ReMA: Learning to Meta-think for LLMs with Multi-Agent Reinforcement Learning
Wan, Ziyu, Li, Yunxiang, Song, Yan, Wang, Hanjing, Yang, Linyi, Schmidt, Mark, Wang, Jun, Zhang, Weinan, Hu, Shuyue, Wen, Ying
Recent research on Reasoning of Large Language Models (LLMs) has sought to further enhance their performance by integrating meta-thinking -- enabling models to monitor, evaluate, and control their reasoning processes for more adaptive and effective problem-solving. However, current single-agent work lacks a specialized design for acquiring meta-thinking, resulting in low efficacy.

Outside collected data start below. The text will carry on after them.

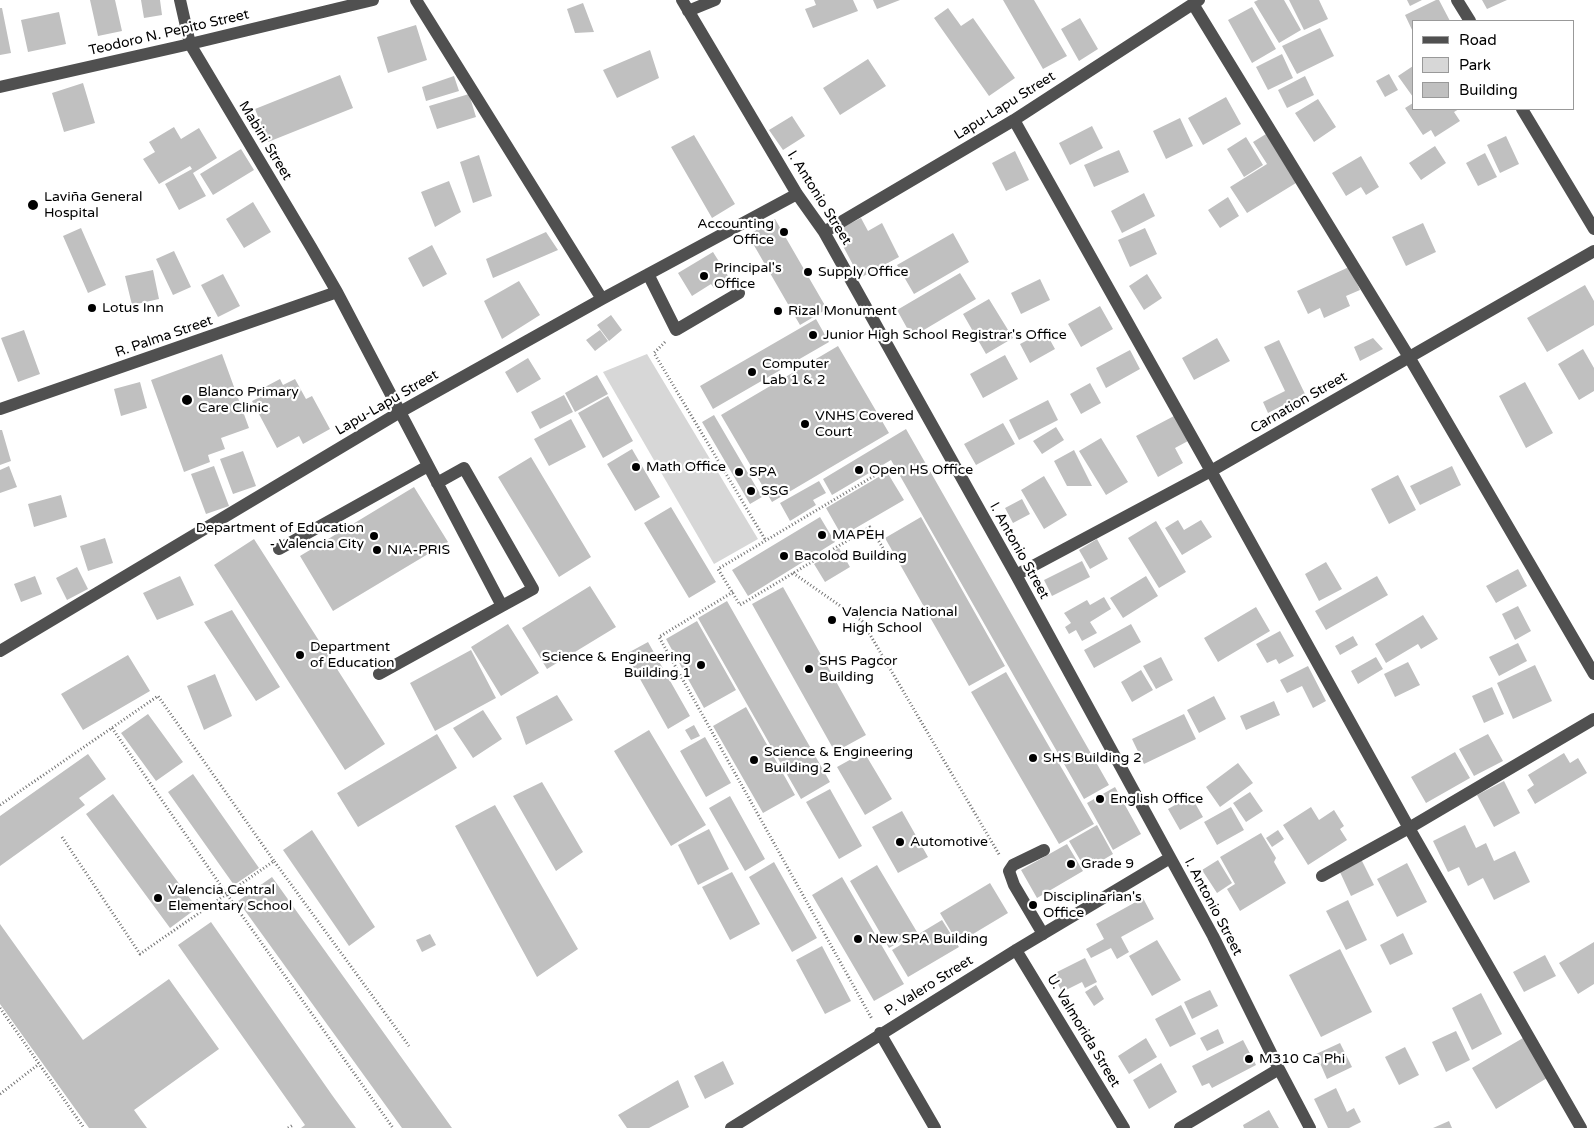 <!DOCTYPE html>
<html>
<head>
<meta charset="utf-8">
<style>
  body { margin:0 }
  #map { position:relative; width:1594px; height:1128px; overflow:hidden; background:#fff; font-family:"Varela Round",sans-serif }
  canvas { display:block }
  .legend { position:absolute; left:1412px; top:20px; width:162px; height:90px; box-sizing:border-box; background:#fff; border:1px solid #999; margin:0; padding:6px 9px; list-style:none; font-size:15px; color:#000 }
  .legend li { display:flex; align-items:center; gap:10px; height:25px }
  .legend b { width:25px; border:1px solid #999 }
</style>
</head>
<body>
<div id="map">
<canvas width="1594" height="1128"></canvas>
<ul class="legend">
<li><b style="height:6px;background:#505050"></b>Road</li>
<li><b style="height:14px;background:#d7d7d7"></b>Park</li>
<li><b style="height:14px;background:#c0c0c0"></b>Building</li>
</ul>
</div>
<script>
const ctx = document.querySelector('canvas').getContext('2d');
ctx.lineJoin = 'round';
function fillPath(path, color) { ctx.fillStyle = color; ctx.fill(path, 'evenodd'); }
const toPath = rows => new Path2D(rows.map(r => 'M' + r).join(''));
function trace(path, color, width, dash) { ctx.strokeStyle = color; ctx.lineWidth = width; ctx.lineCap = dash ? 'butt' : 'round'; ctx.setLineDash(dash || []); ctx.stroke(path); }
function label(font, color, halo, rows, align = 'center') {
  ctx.font = font + ' "Varela Round",sans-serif'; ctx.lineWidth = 4.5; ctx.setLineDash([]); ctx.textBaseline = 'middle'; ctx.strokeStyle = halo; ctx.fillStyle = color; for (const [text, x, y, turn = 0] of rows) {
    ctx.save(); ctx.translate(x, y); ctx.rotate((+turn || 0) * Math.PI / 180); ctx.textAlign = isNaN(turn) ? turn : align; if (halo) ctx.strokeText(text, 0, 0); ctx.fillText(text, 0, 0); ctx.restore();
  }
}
fillPath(toPath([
  [647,354,758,539,714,564,603,372]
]), '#d7d7d7');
fillPath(toPath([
  [90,0,115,0,122,31,98,36],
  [141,0,160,0,162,15,144,18],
  [814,0,853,0,858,11,813,28,805,9,816,5],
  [873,0,900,0,877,9],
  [1003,0,1034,0,1067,56,1043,69],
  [1258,0,1284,0,1301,30,1279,43,1254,2],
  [1289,0,1319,0,1328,19,1304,30],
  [1407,0,1422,0,1410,6],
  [1436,0,1439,0,1450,21,1413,21,1413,32,1405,15],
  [1482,0,1507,0,1487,9],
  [583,3,594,32,575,33,567,9],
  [1252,7,1276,49,1252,63,1228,20],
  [0,8,2,8,11,53,0,55],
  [948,8,961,26,973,18,1015,78,989,96,934,18],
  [59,12,66,44,28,52,21,20],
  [1080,18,1098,49,1079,61,1061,29],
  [416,25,427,60,388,73,377,37],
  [1320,28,1334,56,1297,74,1282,46],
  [650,50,659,78,617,98,603,70],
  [1282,54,1293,78,1268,90,1256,67],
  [868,59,886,86,840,115,823,88],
  [1413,66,1413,97,1398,76],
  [1389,74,1398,90,1385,97,1376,81],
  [340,75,353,108,268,142,255,109],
  [454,76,459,91,426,101,422,87],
  [1305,76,1314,95,1287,108,1278,90],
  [83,83,95,123,64,132,52,93],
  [469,94,476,117,437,129,429,106],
  [1226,97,1241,124,1203,145,1188,118],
  [1318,99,1336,127,1314,142,1295,113],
  [1413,103,1413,109,1459,109,1454,112,1460,121,1435,137,1431,130,1423,135,1405,108],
  [792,116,805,136,783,150,769,130],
  [1180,118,1193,146,1166,159,1153,131],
  [1092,126,1103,148,1070,165,1059,143],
  [174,127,181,139,199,128,217,158,193,173,206,196,179,210,165,184,192,169,190,166,159,184,143,159,155,152,149,142],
  [1266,134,1296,183,1247,213,1230,187,1267,164,1253,142],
  [694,135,735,204,712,218,671,147],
  [1506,136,1519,164,1500,173,1487,145],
  [1246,137,1263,165,1244,177,1227,149],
  [1435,146,1446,163,1421,180,1409,163],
  [241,149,254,170,213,195,200,174],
  [1119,150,1129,172,1094,187,1084,165],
  [1015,151,1029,180,1006,191,992,163],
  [1485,153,1497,177,1478,186,1466,163],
  [479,155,492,196,473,203,460,162],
  [1361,156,1379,187,1366,195,1361,187,1346,196,1332,173],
  [449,181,461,212,435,227,421,192],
  [1144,193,1155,216,1122,233,1111,211],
  [1228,197,1239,216,1220,228,1208,210],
  [253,202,271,232,244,248,226,219],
  [861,218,868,231,882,223,899,257,860,278,835,231],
  [775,219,827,309,800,325,748,235],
  [1423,223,1436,252,1406,266,1392,237],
  [81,228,106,285,88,293,63,236],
  [1145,228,1157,254,1130,267,1118,240],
  [546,232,558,250,493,278,486,259],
  [953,233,969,262,914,294,897,265],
  [432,245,447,274,423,287,408,258],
  [174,251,191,287,173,295,156,259],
  [713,252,730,279,714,288,711,284,692,296,678,273],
  [1349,267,1360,290,1346,296,1350,306,1324,318,1320,308,1308,314,1297,291],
  [153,270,159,299,132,305,125,276],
  [960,273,976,299,912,337,897,310],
  [223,274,240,306,218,317,201,285],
  [1147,274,1162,298,1144,310,1129,286],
  [1040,279,1050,300,1021,314,1011,293],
  [519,281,540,315,502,339,484,301],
  [1585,285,1594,301,1594,325,1547,352,1527,318],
  [989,299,1013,338,986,354,963,314],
  [1100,306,1113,329,1081,347,1068,324],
  [611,315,622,330,609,341,597,325],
  [816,319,829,342,713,409,700,386],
  [24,330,40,374,18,382,1,338],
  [600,330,608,341,595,351,586,340],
  [1045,331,1055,349,1030,363,1020,344],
  [1217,338,1230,361,1194,380,1182,358],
  [1373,338,1383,349,1360,361,1354,347],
  [1279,340,1305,394,1268,413,1263,402,1285,391,1264,347],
  [838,346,889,433,772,502,721,415],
  [1583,349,1594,368,1594,391,1579,400,1558,364],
  [1130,350,1140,369,1106,388,1096,368],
  [222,354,249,428,221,438,225,449,208,455,210,462,184,472,151,380],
  [1005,355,1018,379,983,398,970,374],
  [528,358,541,379,517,393,505,372],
  [597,375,608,394,575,412,565,393],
  [280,379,283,385,295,379,306,399,312,396,330,429,303,444,299,436,277,448,252,401,266,394,263,388],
  [140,382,147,408,121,416,114,389],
  [1525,382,1553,433,1526,448,1499,396],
  [1090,383,1101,403,1081,414,1070,394],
  [564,395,573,412,540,429,531,412],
  [608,396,633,441,603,458,578,413],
  [1048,400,1058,420,1019,440,1009,420],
  [714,415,762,497,750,504,702,422],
  [1174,416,1188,441,1175,448,1183,463,1158,477,1136,436],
  [571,419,586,447,549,466,534,439],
  [1003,423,1015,444,976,465,964,444],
  [1056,427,1064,440,1042,454,1033,441],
  [906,429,1109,785,1084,799,891,460,832,495,823,479],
  [0,430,2,430,11,461,0,465],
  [1101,438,1128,482,1106,495,1079,451],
  [632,449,660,497,635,511,607,464],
  [1074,450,1092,486,1067,486,1054,461],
  [243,451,256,486,233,494,220,459],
  [531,457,591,557,559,577,498,477],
  [9,466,17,487,0,493,0,470],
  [214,466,229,506,206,514,191,474],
  [1452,466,1461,485,1420,505,1410,486],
  [887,472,904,500,842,536,826,508],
  [1398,475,1416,510,1389,524,1371,489],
  [1044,476,1067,515,1044,529,1021,490],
  [819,481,826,493,813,500,816,505,790,521,780,503],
  [414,487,448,542,333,611,300,556],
  [61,495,67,517,34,527,28,504],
  [1022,499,1030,514,1013,523,1005,508],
  [671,507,716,582,689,598,644,523],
  [820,517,835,542,748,596,732,570],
  [921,517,1005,666,969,686,885,538],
  [1178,520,1184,530,1201,520,1212,537,1182,555,1165,528],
  [1156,521,1186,572,1159,588,1128,538],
  [105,538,113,563,88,571,80,546],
  [254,539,385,744,345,770,214,565],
  [1097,539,1108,559,1090,569,1079,550],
  [839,548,850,567,825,582,814,564],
  [1082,561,1090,577,1052,596,1044,580],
  [1326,562,1342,589,1319,601,1305,574],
  [77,567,88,589,67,600,56,578],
  [1518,569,1527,586,1496,603,1486,586],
  [35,576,42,594,21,602,14,584],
  [180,576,194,605,157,620,143,593],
  [1146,576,1158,596,1123,618,1110,598],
  [1377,576,1388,595,1326,630,1315,611],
  [590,586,616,627,547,669,522,628],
  [783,587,866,735,835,752,752,604],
  [1104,597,1111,609,1090,622,1097,633,1082,641,1076,630,1069,634,1065,627,1071,623,1064,613,1087,600,1090,605],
  [727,601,830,782,801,799,698,618],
  [1518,606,1531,631,1515,640,1502,614],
  [1256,607,1270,631,1218,662,1204,638],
  [232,610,280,687,256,701,204,622],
  [1423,615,1438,639,1421,649,1418,644,1386,663,1375,644],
  [697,621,736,690,704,708,666,639],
  [508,624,539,673,501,696,471,647],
  [1131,624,1141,642,1094,668,1084,650],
  [1280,631,1294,656,1279,664,1276,659,1267,663,1256,644],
  [1353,636,1358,645,1340,655,1335,646],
  [648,642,690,716,668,729,626,654],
  [1518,643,1527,661,1499,676,1489,657],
  [471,650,496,698,435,731,410,683],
  [128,655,150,691,83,730,61,694],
  [1161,657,1173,680,1156,689,1143,666],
  [1376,657,1383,669,1358,684,1351,671],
  [1408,662,1420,685,1395,697,1384,674],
  [1535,665,1552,701,1513,719,1497,683],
  [1308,666,1326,701,1313,708,1302,686,1287,693,1280,680],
  [1141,670,1153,690,1132,702,1121,682],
  [1006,672,1094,824,1059,844,971,692],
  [215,674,232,716,204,730,187,686],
  [1492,687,1504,714,1484,723,1472,696],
  [557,695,573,720,526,745,516,717],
  [1214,696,1226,719,1199,733,1187,710],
  [1274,701,1280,715,1246,730,1240,716],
  [746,707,795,795,763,813,713,726],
  [483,710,502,739,473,758,453,728],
  [148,714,183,762,156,781,121,733],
  [1184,714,1196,739,1144,764,1132,739],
  [694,725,700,736,691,740,685,730],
  [649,730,706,825,671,846,614,751],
  [437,734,457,768,358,827,337,793],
  [1488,734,1503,761,1474,776,1459,749],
  [705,737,731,783,706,797,680,751],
  [864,752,892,799,865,815,837,767],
  [1455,752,1470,778,1426,803,1411,777],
  [1564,753,1570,763,1578,758,1587,773,1535,804,1527,790,1534,785,1528,775],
  [88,754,106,779,79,798,85,805,0,866,0,816],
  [1238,763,1253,783,1220,807,1206,787],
  [193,774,259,868,234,885,168,792],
  [1504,781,1520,813,1494,827,1477,795],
  [542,782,583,852,556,871,513,796],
  [1115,787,1141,834,1113,850,1087,803],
  [830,789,862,846,839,859,806,802],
  [1250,792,1263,811,1246,822,1233,803],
  [113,794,197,908,170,928,86,814],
  [730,796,765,859,745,871,709,808],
  [1191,796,1203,817,1180,830,1168,809],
  [495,805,578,949,537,977,455,826],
  [1231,807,1244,830,1217,845,1204,822],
  [1311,807,1319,820,1334,810,1344,826,1340,829,1347,840,1308,865,1283,825],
  [902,811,928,857,898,873,872,827],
  [1097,825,1113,854,1086,870,1069,841],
  [1465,825,1476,848,1486,843,1494,861,1515,851,1530,882,1494,900,1483,878,1468,886,1459,867,1448,872,1433,841],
  [709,829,729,869,698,885,678,845],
  [312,830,375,927,349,946,283,850],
  [1278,830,1284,839,1272,847,1266,838],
  [1261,833,1276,858,1274,862,1286,883,1240,911,1227,889,1235,884,1220,857],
  [1067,844,1083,871,1037,898,1021,870],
  [1361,859,1374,885,1351,896,1339,870],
  [1218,860,1232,883,1217,893,1202,870],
  [774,862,817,938,792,952,749,877],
  [1407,863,1427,902,1397,917,1377,879],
  [877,865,917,932,889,948,850,881],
  [732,872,760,924,730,940,702,887],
  [272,877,452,1128,402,1128,238,901],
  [842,877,904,984,874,1001,812,895],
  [990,883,1008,913,958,943,940,913],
  [1143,898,1154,919,1121,937,1129,952,1117,959,1111,948,1091,958,1086,949,1104,939,1096,924],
  [1348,900,1367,940,1346,950,1326,911],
  [942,920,959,947,908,977,892,950],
  [211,922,332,1095,356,1128,301,1128,305,1125,178,945],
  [0,924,83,1040,169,979,219,1049,134,1110,147,1128,89,1128,0,1004],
  [1403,933,1413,954,1390,965,1380,945],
  [430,934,436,945,422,952,416,940],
  [1157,940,1181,980,1152,996,1129,956],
  [1594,942,1594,984,1578,994,1559,963],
  [822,946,851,1001,825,1014,796,960],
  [1340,949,1372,1012,1321,1037,1289,975],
  [1545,955,1556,976,1524,992,1513,972],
  [1085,958,1097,982,1085,988,1082,982,1062,992,1053,974],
  [1096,985,1104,999,1094,1006,1085,992],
  [1210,990,1218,1006,1192,1019,1184,1002],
  [1481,993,1502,1034,1472,1050,1452,1008],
  [1181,1005,1196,1034,1170,1047,1155,1019],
  [1218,1029,1224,1043,1207,1051,1200,1038],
  [1456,1031,1470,1060,1446,1072,1432,1042],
  [1146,1038,1157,1057,1129,1074,1118,1056],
  [1523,1038,1547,1078,1496,1109,1472,1068],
  [1243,1040,1256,1065,1212,1088,1209,1083,1202,1086,1192,1066],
  [1340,1043,1352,1067,1327,1079,1316,1054],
  [1405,1047,1419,1075,1399,1085,1385,1057],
  [723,1061,734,1084,705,1099,694,1076],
  [1161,1063,1177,1092,1149,1109,1133,1080],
  [678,1080,689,1107,649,1128,627,1128,618,1115],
  [1336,1088,1347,1112,1354,1108,1361,1122,1349,1128,1328,1128,1314,1099],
  [1269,1110,1279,1128,1244,1128,1243,1125],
  [1449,1121,1452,1128,1433,1128]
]), '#c0c0c0');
trace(toPath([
  [665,342,654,353,766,541],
  [889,467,718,569,740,605,870,527,891,561],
  [793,573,862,621,1000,856],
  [733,592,659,637,872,1019],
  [112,728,226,893,393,1128],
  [0,805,158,696,274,861],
  [62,837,140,954,274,861,409,1046],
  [0,1008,84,1128],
  [0,1094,39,1064],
  [288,1128,293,1125]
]), '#727272', 3, [1, 2.5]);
trace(toPath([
  [180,0,190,44,311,247,337,292,502,606,379,674],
  [416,0,602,299],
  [682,0,797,194,824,232,1016,575,1213,936,1279,1069,1310,1128],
  [1457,0,1470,21],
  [1193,4,1409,357,1594,674],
  [688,11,715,0],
  [0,87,190,44,373,0],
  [1522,109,1594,229],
  [1014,120,1211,471,1409,828,1581,1128],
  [824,232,1014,120,1199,0],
  [648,274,676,330,739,293],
  [0,409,337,292],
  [437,483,464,468,533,589,502,606],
  [279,549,428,466],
  [1016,575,1211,471,1594,251],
  [0,651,400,412,602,299,797,194],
  [1322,876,1409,828,1594,719],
  [1043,934,1014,885,1009,871,1013,865,1044,850],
  [1016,950,1124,1128],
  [880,1033,935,1128],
  [731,1128,1016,950,1170,858],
  [1180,1128,1279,1069]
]), '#505050', 12);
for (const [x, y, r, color] of [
  [33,205,6,"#000"],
  [784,232,5,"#000"],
  [808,272,5,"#000"],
  [704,276,5,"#000"],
  [92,308,5,"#000"],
  [778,311,5,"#000"],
  [813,335,5,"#000"],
  [752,372,5,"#000"],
  [187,400,6,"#000"],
  [805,424,5,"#000"],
  [636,467,5,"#000"],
  [859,470,5,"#000"],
  [739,472,5,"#000"],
  [751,491,5,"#000"],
  [822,535,5,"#000"],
  [374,536,5,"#000"],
  [377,550,5,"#000"],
  [784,556,5,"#000"],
  [832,620,5,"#000"],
  [300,655,5,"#000"],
  [701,665,5,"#000"],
  [809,669,5,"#000"],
  [1033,758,5,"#000"],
  [754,760,5,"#000"],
  [1100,799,5,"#000"],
  [900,842,5,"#000"],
  [1071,864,5,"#000"],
  [158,898,5,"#000"],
  [1033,905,5,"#000"],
  [858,939,5,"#000"],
  [1249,1059,5,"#000"]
]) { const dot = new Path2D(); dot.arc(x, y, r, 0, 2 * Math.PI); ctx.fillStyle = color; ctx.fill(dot); trace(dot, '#fff', 2); }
label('14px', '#000', '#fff', [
  ["Teodoro N. Pepito Street",169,33,-13],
  ["Lapu-Lapu Street",1005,106,-32],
  ["Mabini Street",265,141,59],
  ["I. Antonio Street",819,198,58],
  ["R. Palma Street",164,337,-19],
  ["Lapu-Lapu Street",387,403,-30],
  ["Carnation Street",1299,403,-30],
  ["I. Antonio Street",1019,551,61],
  ["I. Antonio Street",1213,907,62],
  ["P. Valero Street",929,986,-32],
  ["U. Valmorida Street",1083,1031,59]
]);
label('14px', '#000', '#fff', [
  ["Laviña General",44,197],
  ["Hospital",44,213],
  ["Accounting",774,224,"right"],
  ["Office",774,240,"right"],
  ["Principal's",714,268],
  ["Office",714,284],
  ["Supply Office",818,272],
  ["Lotus Inn",102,308],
  ["Rizal Monument",788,311],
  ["Junior High School Registrar's Office",823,335],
  ["Computer",762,364],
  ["Lab 1 & 2",762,380],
  ["Blanco Primary",198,392],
  ["Care Clinic",198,408],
  ["VNHS Covered",815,416],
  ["Court",815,432],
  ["Math Office",646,467],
  ["Open HS Office",869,470],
  ["SPA",749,472],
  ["SSG",761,491],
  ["Department of Education",364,528,"right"],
  ["- Valencia City",364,544,"right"],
  ["MAPEH",832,535],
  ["NIA-PRIS",387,550],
  ["Bacolod Building",794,556],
  ["Valencia National",842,612],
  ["High School",842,628],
  ["Department",310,647],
  ["of Education",310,663],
  ["Science & Engineering",691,657,"right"],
  ["Building 1",691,673,"right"],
  ["SHS Pagcor",819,661],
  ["Building",819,677],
  ["Science & Engineering",764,752],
  ["Building 2",764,768],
  ["SHS Building 2",1043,758],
  ["English Office",1110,799],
  ["Automotive",910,842],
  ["Grade 9",1081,864],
  ["Valencia Central",168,890],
  ["Elementary School",168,906],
  ["Disciplinarian's",1043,897],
  ["Office",1043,913],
  ["New SPA Building",868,939],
  ["M310 Ca Phi",1259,1059]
], 'left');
</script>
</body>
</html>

To address this challenge, we introduce Reinforced Meta-thinking Agents (ReMA), a novel framework that leverages Multi-Agent Reinforcement Learning (MARL) to elicit meta-thinking behaviors, encouraging LLMs to think about thinking. ReMA decouples the reasoning process into two hierarchical agents: a high-level meta-thinking agent responsible for generating strategic oversight and plans, and a low-level reasoning agent for detailed executions. Through iterative reinforcement learning with aligned objectives, these agents explore and learn collaboration, leading to improved generalization and robustness. Experimental results demonstrate that ReMA outperforms single-agent RL baselines on complex reasoning tasks, including competitive-level mathematical benchmarks and LLM-as-a-Judge benchmarks. Comprehensive ablation studies further illustrate the evolving dynamics of each distinct agent, providing valuable insights into how the meta-thinking reasoning process enhances the reasoning capabilities of LLMs.